The largest nema 23 servo in a 1/4" shaft  with the largest torque is this one:


Also what is neat about these servos are the built in driver boards. All you need is a pc with a BOB USB or Ethernet, and wire step and direction outputs directly to the servos.

General Mach Discussion / Re: Motion controllers - Take me to school
« on: September 06, 2017, 09:14:25 PM »
Hi Mike,
I notice the servo you are looking at has rated torque of 58 oz.in.  Seems very wimpy to me...don't under do it...you'll regret it each time the servo
faults. Craig

I saw the max torque was 200+ oz.in. but I see that it's short burst acceleration, and that the 50+ oz.in is continuous.  There are other models that have the max/continuous torqe in a more usable range.

General Mach Discussion / Re: Motion controllers - Take me to school
« on: September 06, 2017, 09:03:59 PM »

Hmm......, spend your money so you feel good, let us know how all goes!  ;D RICH

LOL you so silly. I get it... I get it. You hate the idea of servos put on a small machine where steppers would work just fine. Still doesn't change my fascination about the crazy speed and performance of AC servos.

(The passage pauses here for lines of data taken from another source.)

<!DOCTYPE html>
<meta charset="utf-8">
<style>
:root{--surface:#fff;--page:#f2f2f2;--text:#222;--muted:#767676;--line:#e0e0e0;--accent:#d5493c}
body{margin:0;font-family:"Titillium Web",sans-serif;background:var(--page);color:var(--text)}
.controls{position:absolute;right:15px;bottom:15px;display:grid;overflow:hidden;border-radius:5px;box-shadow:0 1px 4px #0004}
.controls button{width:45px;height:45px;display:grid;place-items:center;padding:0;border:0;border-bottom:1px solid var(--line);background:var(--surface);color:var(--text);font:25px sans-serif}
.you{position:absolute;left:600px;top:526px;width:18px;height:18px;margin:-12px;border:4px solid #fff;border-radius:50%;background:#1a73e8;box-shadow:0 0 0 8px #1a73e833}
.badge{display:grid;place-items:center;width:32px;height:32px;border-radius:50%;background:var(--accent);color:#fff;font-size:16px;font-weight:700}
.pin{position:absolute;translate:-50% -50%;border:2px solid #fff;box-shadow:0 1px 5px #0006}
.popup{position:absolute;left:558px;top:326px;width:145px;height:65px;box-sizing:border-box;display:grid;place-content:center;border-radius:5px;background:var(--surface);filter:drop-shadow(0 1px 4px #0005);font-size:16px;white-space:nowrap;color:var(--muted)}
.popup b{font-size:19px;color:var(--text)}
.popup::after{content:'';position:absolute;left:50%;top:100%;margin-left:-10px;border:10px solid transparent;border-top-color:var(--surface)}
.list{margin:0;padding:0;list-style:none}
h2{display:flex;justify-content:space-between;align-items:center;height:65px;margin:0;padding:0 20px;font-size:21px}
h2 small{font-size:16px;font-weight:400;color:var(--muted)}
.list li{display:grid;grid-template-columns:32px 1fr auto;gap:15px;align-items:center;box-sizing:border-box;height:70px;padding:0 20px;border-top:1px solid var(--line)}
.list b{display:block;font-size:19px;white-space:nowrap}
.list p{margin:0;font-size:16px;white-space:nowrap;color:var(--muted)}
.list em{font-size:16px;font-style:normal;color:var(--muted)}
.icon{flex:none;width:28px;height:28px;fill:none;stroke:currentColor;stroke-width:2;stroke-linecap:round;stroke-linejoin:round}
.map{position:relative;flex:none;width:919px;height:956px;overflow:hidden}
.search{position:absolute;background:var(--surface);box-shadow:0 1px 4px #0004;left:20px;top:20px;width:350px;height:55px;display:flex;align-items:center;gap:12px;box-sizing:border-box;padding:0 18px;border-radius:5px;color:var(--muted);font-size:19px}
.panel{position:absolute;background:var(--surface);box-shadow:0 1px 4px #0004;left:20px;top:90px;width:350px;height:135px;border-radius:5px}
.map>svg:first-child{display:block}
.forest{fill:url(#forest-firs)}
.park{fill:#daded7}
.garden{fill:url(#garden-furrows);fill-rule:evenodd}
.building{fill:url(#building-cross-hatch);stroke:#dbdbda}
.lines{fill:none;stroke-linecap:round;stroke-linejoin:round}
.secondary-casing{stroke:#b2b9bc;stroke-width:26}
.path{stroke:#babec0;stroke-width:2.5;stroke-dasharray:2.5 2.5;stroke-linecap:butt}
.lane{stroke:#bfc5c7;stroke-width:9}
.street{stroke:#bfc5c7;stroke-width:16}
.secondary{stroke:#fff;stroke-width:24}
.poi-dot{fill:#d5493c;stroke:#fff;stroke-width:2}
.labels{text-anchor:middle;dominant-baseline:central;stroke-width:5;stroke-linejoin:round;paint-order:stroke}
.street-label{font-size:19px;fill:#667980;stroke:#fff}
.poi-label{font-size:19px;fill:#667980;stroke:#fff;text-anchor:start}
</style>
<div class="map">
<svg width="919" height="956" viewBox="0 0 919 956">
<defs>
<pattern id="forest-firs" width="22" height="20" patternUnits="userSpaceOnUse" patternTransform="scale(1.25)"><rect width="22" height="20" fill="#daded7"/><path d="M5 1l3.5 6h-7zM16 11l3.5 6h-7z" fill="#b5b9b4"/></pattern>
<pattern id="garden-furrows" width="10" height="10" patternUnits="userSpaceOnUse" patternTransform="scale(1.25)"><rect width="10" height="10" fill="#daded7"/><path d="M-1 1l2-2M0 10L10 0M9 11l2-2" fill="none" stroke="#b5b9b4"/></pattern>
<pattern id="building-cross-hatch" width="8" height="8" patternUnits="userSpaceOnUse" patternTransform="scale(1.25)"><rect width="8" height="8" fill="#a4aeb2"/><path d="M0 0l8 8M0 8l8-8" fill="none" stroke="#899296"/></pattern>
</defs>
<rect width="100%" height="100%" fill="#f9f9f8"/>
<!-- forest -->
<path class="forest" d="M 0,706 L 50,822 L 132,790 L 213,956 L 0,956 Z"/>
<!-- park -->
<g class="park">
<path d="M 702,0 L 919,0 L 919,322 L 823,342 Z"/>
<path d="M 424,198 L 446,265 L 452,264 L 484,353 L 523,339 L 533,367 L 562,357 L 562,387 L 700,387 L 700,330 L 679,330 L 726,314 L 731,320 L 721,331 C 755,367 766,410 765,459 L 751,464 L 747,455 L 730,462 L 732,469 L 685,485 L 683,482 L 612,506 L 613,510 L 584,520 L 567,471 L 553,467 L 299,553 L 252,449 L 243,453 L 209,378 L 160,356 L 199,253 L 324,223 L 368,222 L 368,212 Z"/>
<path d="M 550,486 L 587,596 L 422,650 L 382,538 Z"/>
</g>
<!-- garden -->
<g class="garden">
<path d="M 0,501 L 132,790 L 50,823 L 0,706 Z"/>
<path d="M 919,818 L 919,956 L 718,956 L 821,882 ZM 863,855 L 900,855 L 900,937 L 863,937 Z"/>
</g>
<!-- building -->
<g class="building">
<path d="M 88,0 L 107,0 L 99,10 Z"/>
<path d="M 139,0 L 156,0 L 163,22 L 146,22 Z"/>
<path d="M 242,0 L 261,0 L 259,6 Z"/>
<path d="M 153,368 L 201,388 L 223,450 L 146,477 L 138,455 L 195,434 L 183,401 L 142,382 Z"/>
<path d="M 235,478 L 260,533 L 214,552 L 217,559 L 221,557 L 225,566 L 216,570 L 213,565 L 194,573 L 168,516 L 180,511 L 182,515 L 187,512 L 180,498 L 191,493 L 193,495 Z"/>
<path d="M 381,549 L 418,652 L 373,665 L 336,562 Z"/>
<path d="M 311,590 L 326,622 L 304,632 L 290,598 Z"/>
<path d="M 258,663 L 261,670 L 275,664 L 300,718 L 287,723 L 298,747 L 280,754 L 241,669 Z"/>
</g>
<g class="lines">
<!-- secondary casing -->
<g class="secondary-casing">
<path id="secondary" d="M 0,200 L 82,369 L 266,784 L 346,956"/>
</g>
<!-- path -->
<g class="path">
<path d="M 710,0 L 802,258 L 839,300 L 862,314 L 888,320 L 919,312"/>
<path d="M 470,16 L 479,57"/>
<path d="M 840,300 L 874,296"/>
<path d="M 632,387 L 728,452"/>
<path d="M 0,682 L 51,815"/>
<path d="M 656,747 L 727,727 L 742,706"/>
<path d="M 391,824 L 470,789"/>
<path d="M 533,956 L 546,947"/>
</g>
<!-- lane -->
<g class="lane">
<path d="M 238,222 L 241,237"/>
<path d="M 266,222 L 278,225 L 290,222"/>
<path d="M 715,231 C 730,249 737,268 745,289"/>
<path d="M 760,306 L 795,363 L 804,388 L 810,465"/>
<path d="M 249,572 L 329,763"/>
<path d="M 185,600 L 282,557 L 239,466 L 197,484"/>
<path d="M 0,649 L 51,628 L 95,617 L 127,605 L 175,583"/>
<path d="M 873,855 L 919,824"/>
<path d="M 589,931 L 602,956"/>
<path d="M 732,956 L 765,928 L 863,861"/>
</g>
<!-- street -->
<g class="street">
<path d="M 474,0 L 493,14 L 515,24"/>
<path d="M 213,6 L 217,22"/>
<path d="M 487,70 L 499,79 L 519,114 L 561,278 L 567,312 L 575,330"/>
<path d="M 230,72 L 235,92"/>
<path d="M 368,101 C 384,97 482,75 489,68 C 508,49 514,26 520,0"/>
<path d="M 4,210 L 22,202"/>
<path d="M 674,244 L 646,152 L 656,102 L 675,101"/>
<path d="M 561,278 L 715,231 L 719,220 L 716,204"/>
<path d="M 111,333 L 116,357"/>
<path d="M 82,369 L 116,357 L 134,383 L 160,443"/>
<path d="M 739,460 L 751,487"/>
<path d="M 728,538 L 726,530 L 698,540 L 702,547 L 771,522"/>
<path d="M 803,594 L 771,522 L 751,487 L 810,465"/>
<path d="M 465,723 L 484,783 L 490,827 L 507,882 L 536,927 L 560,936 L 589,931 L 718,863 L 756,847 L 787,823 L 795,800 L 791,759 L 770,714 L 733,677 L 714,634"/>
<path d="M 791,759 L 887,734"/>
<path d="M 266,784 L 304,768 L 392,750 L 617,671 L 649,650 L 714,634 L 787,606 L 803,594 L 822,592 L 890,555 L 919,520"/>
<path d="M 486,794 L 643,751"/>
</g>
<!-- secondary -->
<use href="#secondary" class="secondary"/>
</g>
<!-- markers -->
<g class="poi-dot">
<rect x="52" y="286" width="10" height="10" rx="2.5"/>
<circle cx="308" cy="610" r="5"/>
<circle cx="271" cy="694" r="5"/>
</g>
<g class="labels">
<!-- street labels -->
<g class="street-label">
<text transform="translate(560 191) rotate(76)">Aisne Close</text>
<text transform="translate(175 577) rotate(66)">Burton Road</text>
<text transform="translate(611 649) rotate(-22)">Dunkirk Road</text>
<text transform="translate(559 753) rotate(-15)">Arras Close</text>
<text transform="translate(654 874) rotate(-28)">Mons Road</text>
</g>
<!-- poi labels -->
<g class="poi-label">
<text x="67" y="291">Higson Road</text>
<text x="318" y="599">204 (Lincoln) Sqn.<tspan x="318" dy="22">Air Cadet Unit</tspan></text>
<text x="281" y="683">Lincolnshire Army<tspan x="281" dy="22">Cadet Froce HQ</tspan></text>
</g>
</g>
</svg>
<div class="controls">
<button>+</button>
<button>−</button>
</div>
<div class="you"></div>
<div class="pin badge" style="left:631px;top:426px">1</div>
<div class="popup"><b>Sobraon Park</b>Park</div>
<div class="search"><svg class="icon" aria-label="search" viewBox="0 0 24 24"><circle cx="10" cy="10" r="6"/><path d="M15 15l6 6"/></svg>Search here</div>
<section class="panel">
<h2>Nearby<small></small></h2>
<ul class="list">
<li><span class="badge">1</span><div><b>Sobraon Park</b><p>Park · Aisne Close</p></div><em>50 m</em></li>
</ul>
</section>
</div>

General Mach Discussion / Re: Motion controllers - Take me to school
« on: September 04, 2017, 03:02:00 PM »
to continue...the value end of the market..

https://warp9td.com/   the ESS recommended
https://www.pmdx.com/ the 411 for simplicity and price the 424 for increased functionality
https://www.poscope.com/products/pokeys-devices/ the 57CNCd25 for simplicity and price the E57 or E57CNC for functionality

http://www.cncdrive.com/ have useful product, the simple and cheap UC100 is Mach4 capable, the larger and more functional products are Mach3 capable only

http://www.vitalsystem.com/portal/index.php have a superb reputation but useful solution start at $600.

You may note that all of the recommendations I've made are Mach4 capable which is also my recommendation. The list might be  somewhat longer for good Mach3 only
products like


Thanks for those links. I like the Model PMDX-340 that was in the second link you provided.